■ TASK OBJECTIVE
Repeat all of the data word for word so that only the pictures are missing from the copy.

Entries taken from a collection
***

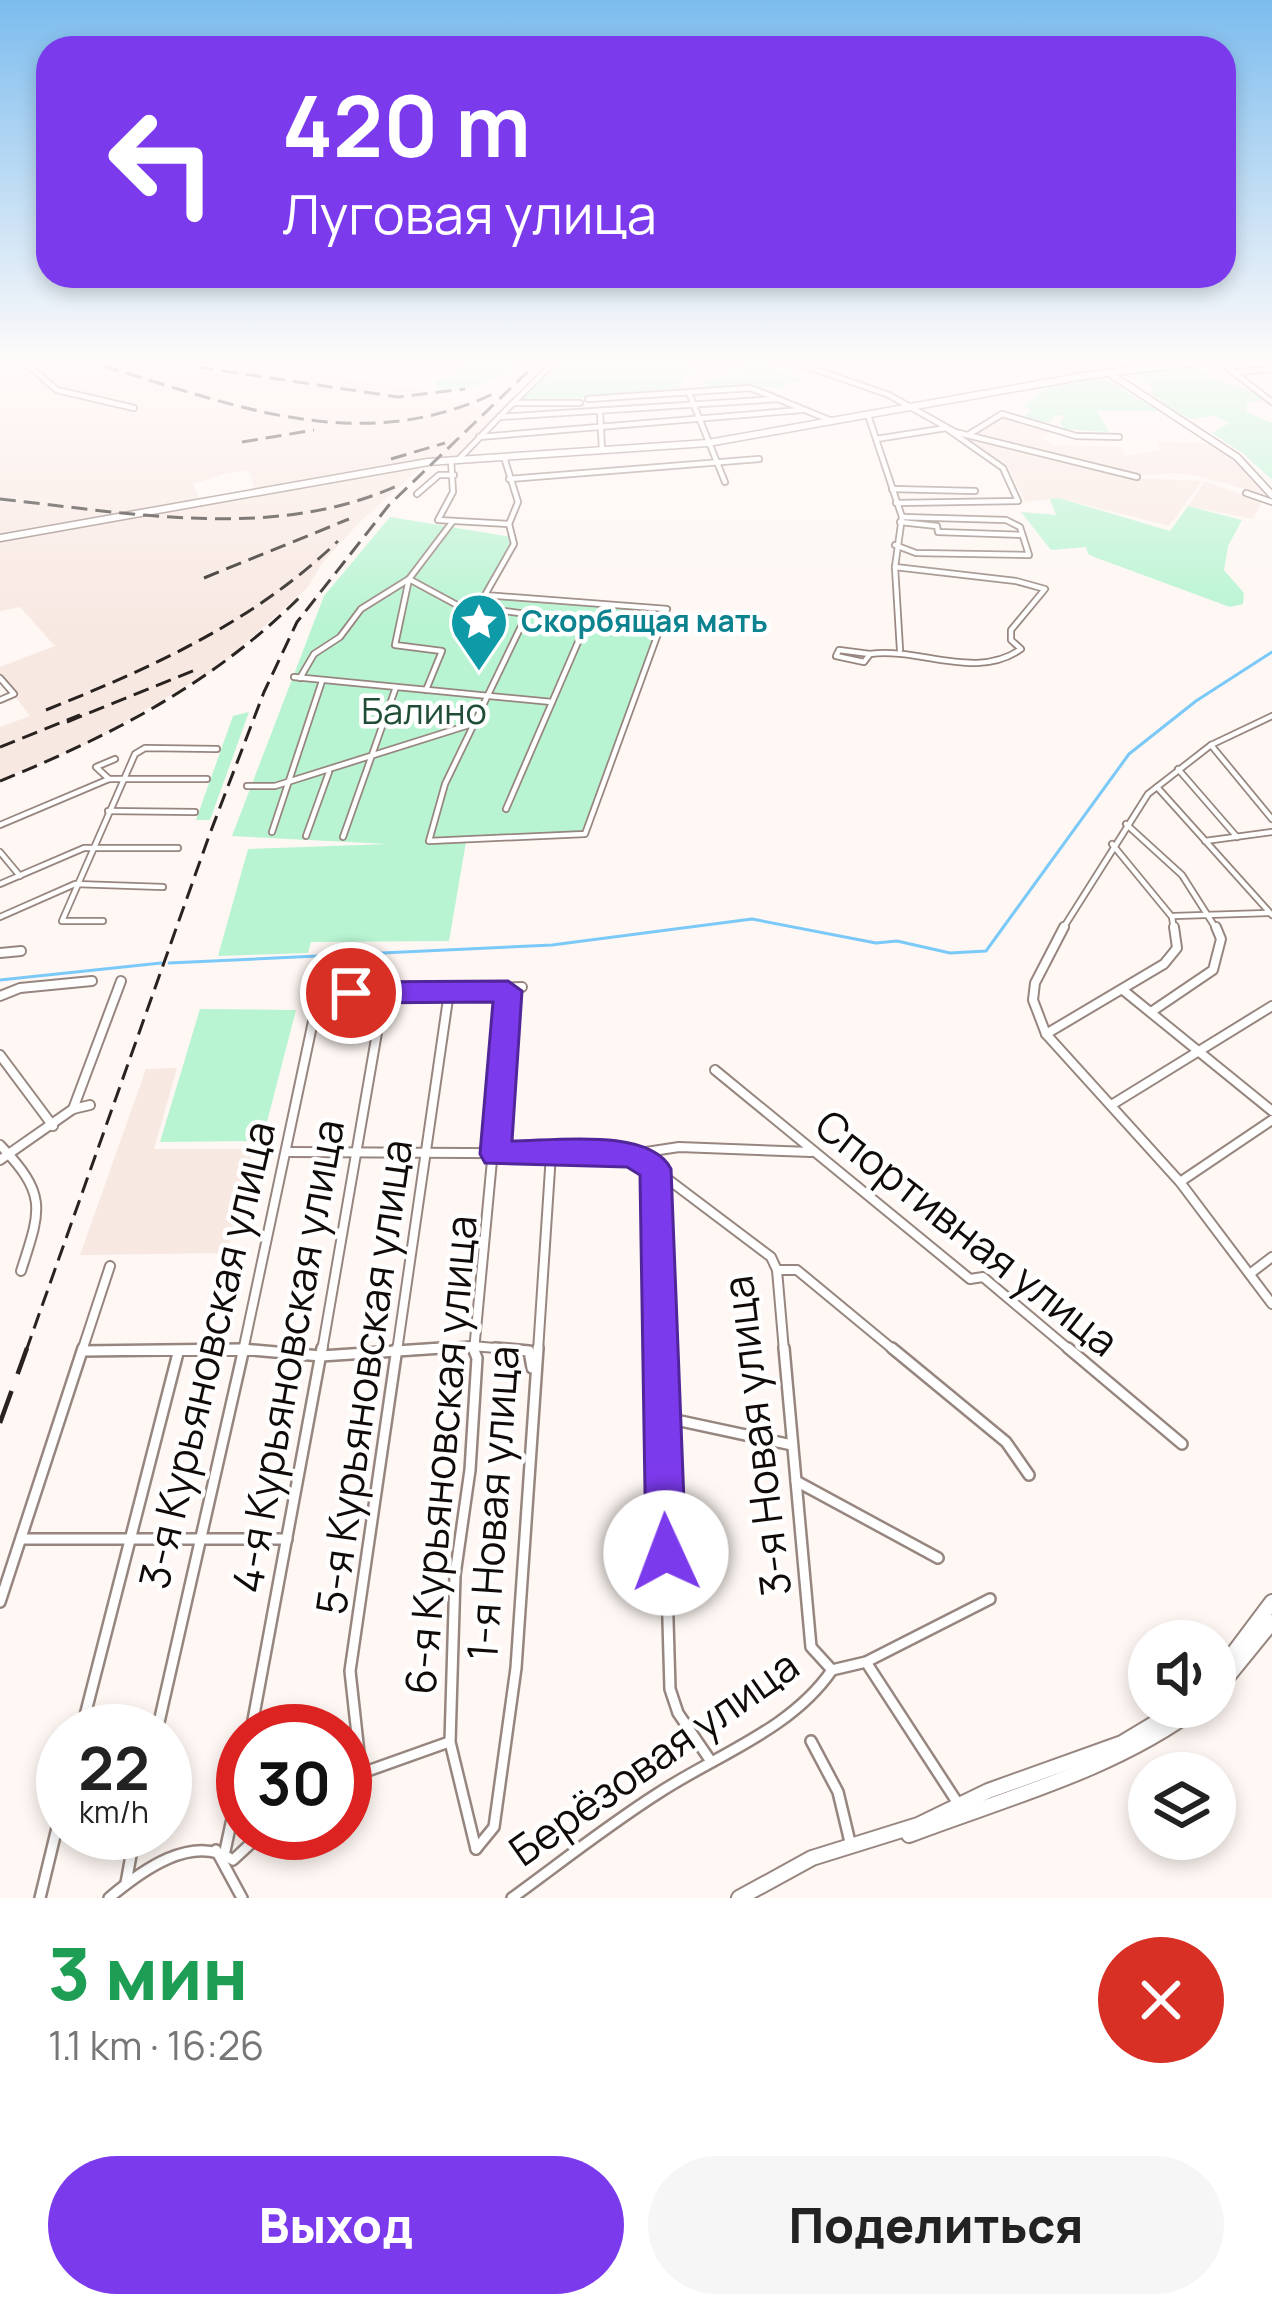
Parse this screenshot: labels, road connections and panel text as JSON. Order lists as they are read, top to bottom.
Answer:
{
  "streets": {
    "street": [
      "Спортивная улица",
      "3-я Курьяновская улица",
      "4-я Курьяновская улица",
      "5-я Курьяновская улица",
      "3-я Новая улица",
      "6-я Курьяновская улица",
      "1-я Новая улица",
      "Берёзовая улица"
    ]
  },
  "crossings": [
    ["3-я Курьяновская улица", "4-я Курьяновская улица"],
    ["3-я Новая улица", "Берёзовая улица"],
    ["6-я Курьяновская улица", "1-я Новая улица"]
  ],
  "parks": ["Балино"],
  "places": {
    "place": ["Скорбящая мать"]
  },
  "page": {
    "turn": ["420 m", "Луговая улица"],
    "speed": "22 km/h",
    "limit": "30",
    "heading": ["3 мин", "1.1 km · 16:26"],
    "buttons": ["Выход", "Поделиться"]
  }
}
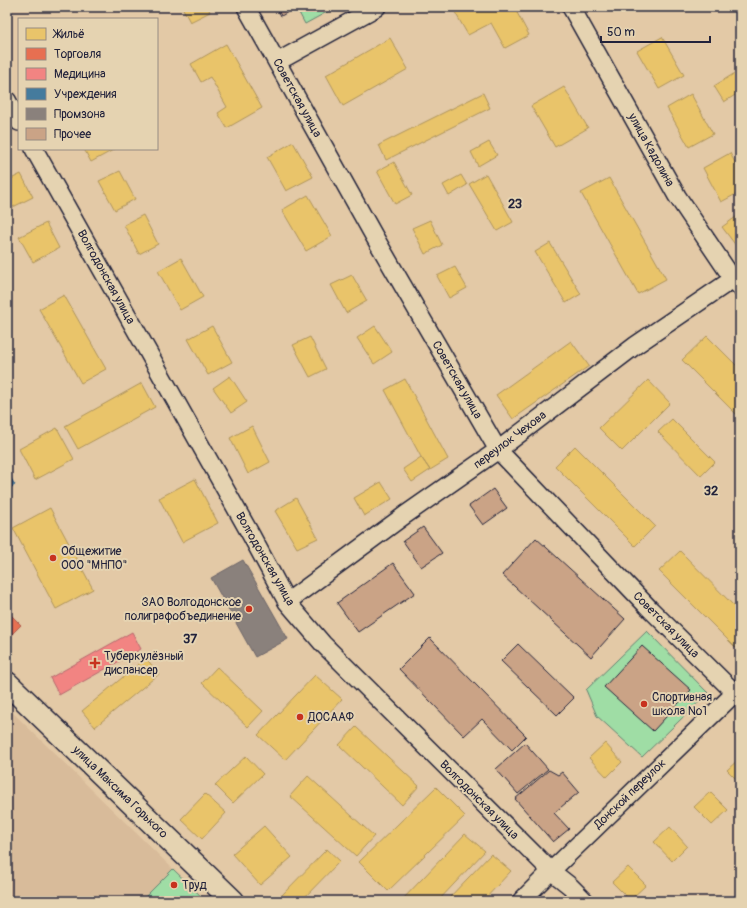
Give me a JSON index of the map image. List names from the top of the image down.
{
  "streets": {
    "street": [
      "Советская улица",
      "улица Кадолина",
      "Волгодонская улица",
      "переулок Чехова",
      "улица Максима Горького",
      "Донской переулок"
    ]
  },
  "crossings": [
    ["Советская улица", "переулок Чехова"],
    ["Советская улица", "Донской переулок"],
    ["улица Кадолина", "переулок Чехова"],
    ["Волгодонская улица", "переулок Чехова"],
    ["Волгодонская улица", "Донской переулок"]
  ],
  "districts": ["23", "32", "37"],
  "places": {
    "other": [
      "Общежитие ООО \"МНПО\"",
      "ЗАО Волгодонское полиграфобъединение",
      "Спортивная школа №1",
      "ДОСААФ",
      "Труд"
    ],
    "health": ["Туберкулёзный диспансер"]
  },
  "legend": [
    "Жильё",
    "Торговля",
    "Медицина",
    "Учреждения",
    "Промзона",
    "Прочее"
  ],
  "scale_bar": "50 m"
}
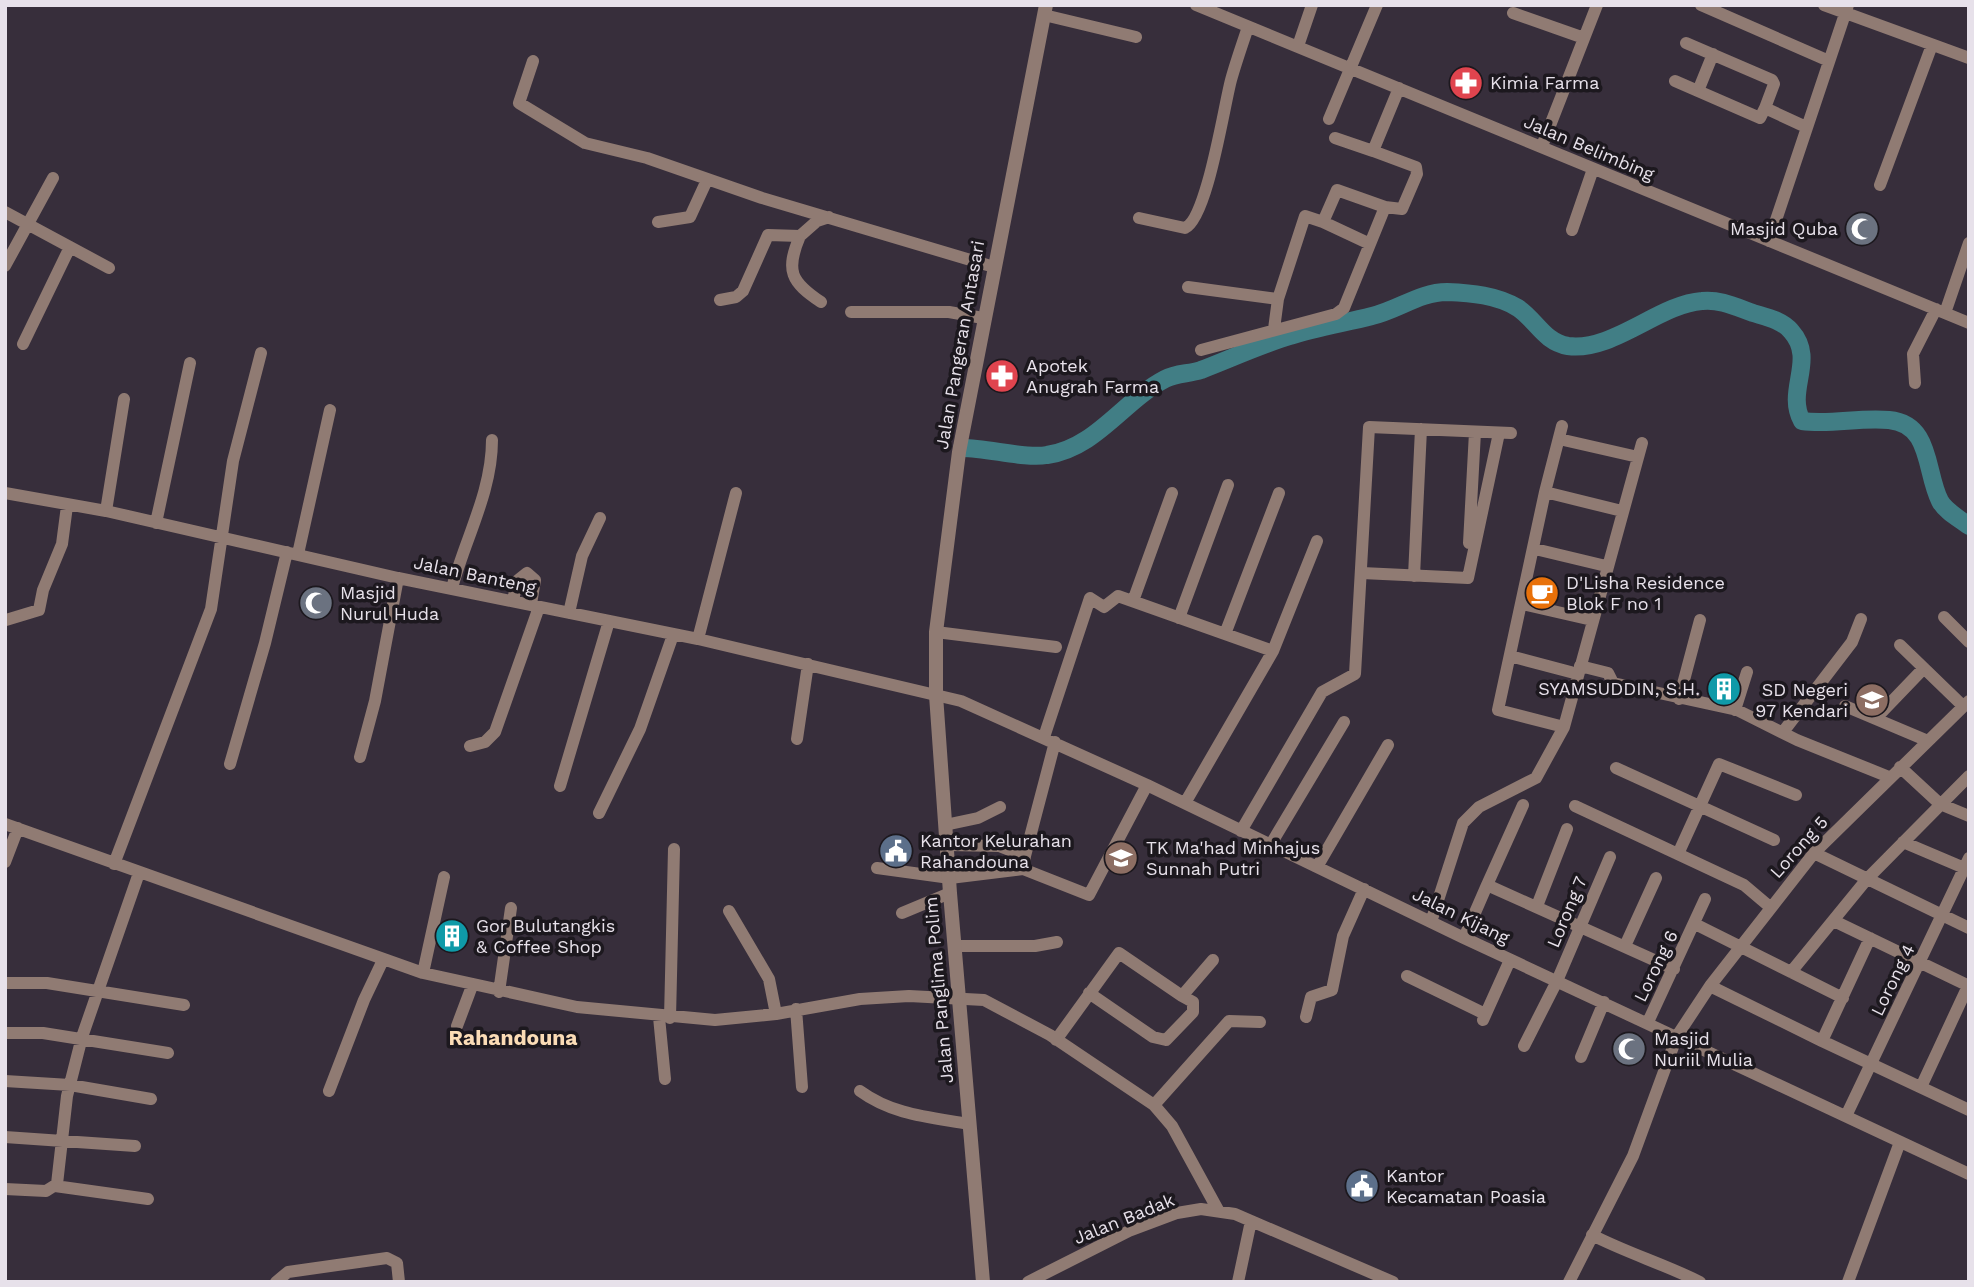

***

■ YOUR RESPONSE
Parse this screenshot: labels, road connections and panel text as JSON. Order lists as they are read, top to bottom.
Answer:
{
  "streets": {
    "street": [
      "Спортивная улица",
      "3-я Курьяновская улица",
      "4-я Курьяновская улица",
      "5-я Курьяновская улица",
      "3-я Новая улица",
      "6-я Курьяновская улица",
      "1-я Новая улица",
      "Берёзовая улица"
    ]
  },
  "crossings": [
    ["3-я Курьяновская улица", "4-я Курьяновская улица"],
    ["3-я Новая улица", "Берёзовая улица"],
    ["6-я Курьяновская улица", "1-я Новая улица"]
  ],
  "parks": ["Балино"],
  "places": {
    "place": ["Скорбящая мать"]
  },
  "page": {
    "turn": ["420 m", "Луговая улица"],
    "speed": "22 km/h",
    "limit": "30",
    "heading": ["3 мин", "1.1 km · 16:26"],
    "buttons": ["Выход", "Поделиться"]
  }
}
Give me a JSON index of the map image. List names from the top of the image down.
{
  "streets": {
    "street": [
      "Советская улица",
      "улица Кадолина",
      "Волгодонская улица",
      "переулок Чехова",
      "улица Максима Горького",
      "Донской переулок"
    ]
  },
  "crossings": [
    ["Советская улица", "переулок Чехова"],
    ["Советская улица", "Донской переулок"],
    ["улица Кадолина", "переулок Чехова"],
    ["Волгодонская улица", "переулок Чехова"],
    ["Волгодонская улица", "Донской переулок"]
  ],
  "districts": ["23", "32", "37"],
  "places": {
    "other": [
      "Общежитие ООО \"МНПО\"",
      "ЗАО Волгодонское полиграфобъединение",
      "Спортивная школа №1",
      "ДОСААФ",
      "Труд"
    ],
    "health": ["Туберкулёзный диспансер"]
  },
  "legend": [
    "Жильё",
    "Торговля",
    "Медицина",
    "Учреждения",
    "Промзона",
    "Прочее"
  ],
  "scale_bar": "50 m"
}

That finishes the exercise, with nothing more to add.